The existence of well developed glacial erosional features, including roches moutonnées and glacial striae, has long been known from the Llanberis Pass in Snowdonia. As long ago as 1860, Ramsay described the distribution of striae in the Llanberis Valley and interpreted the former directions of ice movement. Recent construction of the Dinorwic hydro-electric power scheme has afforded a rare opportunity to study unweathered glaciated bedrock. During construction work, the lake levels were lowered both in the upper lake of the storage scheme (Marchlyn Mawr) and in the lower reservoir at Llyn Peris. The small-scale erosional features exposed at these sites have been described by Gray and Lowe (1982) and Gray (1982b).

Llyn Peris and Llyn Padarn occupy an over-deepened basin towards the lower end of the Llanberis glacial trough. There was once one lake but this was divided by an alluvial fan near Pont-y-Bala. At both ends of Llyn Peris, boreholes reveal considerable depths of sediment — lake rhythrnites, sands, gravels, organic lake muds, wood debris and peat (Tinsley and Derbyshire 1976; Derbyshire 1977). Cambrian slate and sandstone bedrock, preserving a wide range of glacial erosional features is exposed along the lake margins. Gray's (1982b) description of the site pertains to the low lake levels experienced during construction of the HEP scheme, although substantial areas of glaciated bedrock are still visible even at relatively high lake levels.

Three chief areas of exposed bedrock bear significant evidence for glacial and fluvioglacial erosion processes. The first lies on the north shore of Llyn Peris at the eastern end of the lake [SH 599 591]; the only stretch of the north shore not obscured by slate spoil. The bedrock surface here is heavily abraded and striated. Large, steeply sloping slabs of slate up to 10m high show that ice moved upwards against these obstacles at angles of 5–10°, and abraded lee slopes in this area frequently show a conspicuously stepped appearance as a result of rapid changes in lithological composition. Smoothed cavities on lee slopes can also be seen, and these bear witness to fluvioglacial smoothing in cavities beneath the ice. The unusual feature of a trench following an igneous dyke occurs at this site. The trench, 1­1.5m deep, runs transverse to the valley and the main down-valley trend of the striae. The trench also carries striae parallel to its trend.
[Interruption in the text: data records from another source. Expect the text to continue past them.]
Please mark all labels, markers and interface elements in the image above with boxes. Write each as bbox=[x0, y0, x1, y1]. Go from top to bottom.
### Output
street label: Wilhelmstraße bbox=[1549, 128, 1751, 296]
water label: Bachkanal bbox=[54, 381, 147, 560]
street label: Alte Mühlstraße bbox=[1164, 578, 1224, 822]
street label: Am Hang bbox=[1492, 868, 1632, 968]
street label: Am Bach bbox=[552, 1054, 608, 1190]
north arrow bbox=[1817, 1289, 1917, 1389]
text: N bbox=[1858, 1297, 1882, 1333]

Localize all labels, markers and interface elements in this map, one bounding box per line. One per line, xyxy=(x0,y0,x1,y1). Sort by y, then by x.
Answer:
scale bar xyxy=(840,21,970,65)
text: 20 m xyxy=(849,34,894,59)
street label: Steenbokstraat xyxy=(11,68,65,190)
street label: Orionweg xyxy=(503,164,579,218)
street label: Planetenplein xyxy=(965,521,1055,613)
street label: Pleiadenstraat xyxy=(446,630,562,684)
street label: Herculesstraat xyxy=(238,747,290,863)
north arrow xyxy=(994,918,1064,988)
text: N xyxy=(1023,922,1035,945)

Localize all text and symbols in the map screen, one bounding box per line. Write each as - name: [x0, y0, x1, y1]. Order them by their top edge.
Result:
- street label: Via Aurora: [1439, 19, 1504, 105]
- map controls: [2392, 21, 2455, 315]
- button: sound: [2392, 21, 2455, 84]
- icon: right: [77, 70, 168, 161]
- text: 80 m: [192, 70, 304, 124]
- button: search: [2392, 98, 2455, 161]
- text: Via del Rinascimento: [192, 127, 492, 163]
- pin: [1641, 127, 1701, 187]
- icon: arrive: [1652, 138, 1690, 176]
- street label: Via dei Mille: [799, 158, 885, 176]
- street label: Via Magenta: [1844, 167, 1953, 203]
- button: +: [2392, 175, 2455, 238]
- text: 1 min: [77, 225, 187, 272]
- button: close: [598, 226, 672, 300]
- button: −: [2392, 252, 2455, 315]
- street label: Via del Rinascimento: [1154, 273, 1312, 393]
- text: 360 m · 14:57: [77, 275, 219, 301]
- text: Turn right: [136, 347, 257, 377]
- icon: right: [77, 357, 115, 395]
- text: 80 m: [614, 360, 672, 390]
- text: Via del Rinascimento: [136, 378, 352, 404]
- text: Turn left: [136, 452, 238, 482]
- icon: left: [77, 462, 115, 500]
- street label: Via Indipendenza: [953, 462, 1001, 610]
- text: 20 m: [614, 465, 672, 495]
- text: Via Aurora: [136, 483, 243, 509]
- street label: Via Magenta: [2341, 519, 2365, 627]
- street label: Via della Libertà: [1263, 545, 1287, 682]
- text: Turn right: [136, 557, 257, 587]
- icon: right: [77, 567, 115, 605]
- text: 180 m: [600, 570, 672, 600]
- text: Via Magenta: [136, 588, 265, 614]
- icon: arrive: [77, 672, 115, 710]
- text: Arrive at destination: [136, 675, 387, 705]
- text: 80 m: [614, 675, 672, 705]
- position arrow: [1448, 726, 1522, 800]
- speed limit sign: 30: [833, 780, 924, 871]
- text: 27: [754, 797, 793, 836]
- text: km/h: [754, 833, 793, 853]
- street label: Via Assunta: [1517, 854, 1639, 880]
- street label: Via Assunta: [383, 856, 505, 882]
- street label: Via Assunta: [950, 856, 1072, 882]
The second main glaciated bedrock area, bearing a similar range of features, stretches along the southern shore between [SH 597 589] and [SH 589 594], and a smaller area carrying comparable features occurs on the shores below Dolbadarn Castle [SH 588 597] to [SH 586 599]).

Interpretation

The Llanberis trough was probably last glaciated during the Late Devensian, and a series of radiocarbon dates from deposits at Pont-y-Bala and East Peris (Shotton et al. 1975; Tinsley and Derbyshire 1976) dates the thick sediment sequence to the Devensian late-glacial and the Holocene. The basin could not therefore have been glaciated during the Younger Dryas, and the erosional features described by Gray (1982b) from Llyn Peris were most probably caused by Late Devensian ice.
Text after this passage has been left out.